• Try it: Search the records below for "image" and copy every line it turns up in.

»»

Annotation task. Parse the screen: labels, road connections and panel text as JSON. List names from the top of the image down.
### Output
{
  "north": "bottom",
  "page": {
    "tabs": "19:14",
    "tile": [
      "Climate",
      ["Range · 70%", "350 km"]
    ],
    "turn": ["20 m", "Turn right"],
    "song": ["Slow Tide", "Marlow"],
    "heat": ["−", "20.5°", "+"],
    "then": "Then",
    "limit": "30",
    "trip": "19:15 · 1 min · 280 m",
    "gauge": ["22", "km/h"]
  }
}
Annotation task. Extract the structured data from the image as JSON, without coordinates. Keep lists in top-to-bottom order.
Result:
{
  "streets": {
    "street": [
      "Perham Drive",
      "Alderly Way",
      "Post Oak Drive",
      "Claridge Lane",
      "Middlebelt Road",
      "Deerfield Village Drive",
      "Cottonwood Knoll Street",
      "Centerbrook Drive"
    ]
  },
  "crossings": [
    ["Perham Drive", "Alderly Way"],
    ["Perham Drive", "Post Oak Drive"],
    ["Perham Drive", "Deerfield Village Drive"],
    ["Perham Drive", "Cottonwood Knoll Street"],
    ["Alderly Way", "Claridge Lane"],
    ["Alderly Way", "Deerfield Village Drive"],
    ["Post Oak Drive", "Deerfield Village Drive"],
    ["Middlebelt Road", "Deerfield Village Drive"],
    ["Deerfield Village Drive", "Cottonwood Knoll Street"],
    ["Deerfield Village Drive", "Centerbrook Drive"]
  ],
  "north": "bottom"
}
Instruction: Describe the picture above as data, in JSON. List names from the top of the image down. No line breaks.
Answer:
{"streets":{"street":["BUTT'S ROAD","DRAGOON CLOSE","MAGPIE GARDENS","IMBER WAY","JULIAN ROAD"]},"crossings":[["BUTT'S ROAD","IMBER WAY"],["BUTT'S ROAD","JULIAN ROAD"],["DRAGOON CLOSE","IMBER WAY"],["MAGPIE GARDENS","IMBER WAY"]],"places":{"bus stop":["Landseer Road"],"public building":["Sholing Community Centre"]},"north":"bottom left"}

««

• Response area:
Annotation task. Parse the screen: labels, road connections and panel text as JSON. List names from the top of the image down.
Annotation task. Extract the structured data from the image as JSON, without coordinates. Keep lists in top-to-bottom order.
Instruction: Describe the picture above as data, in JSON. List names from the top of the image down. No line breaks.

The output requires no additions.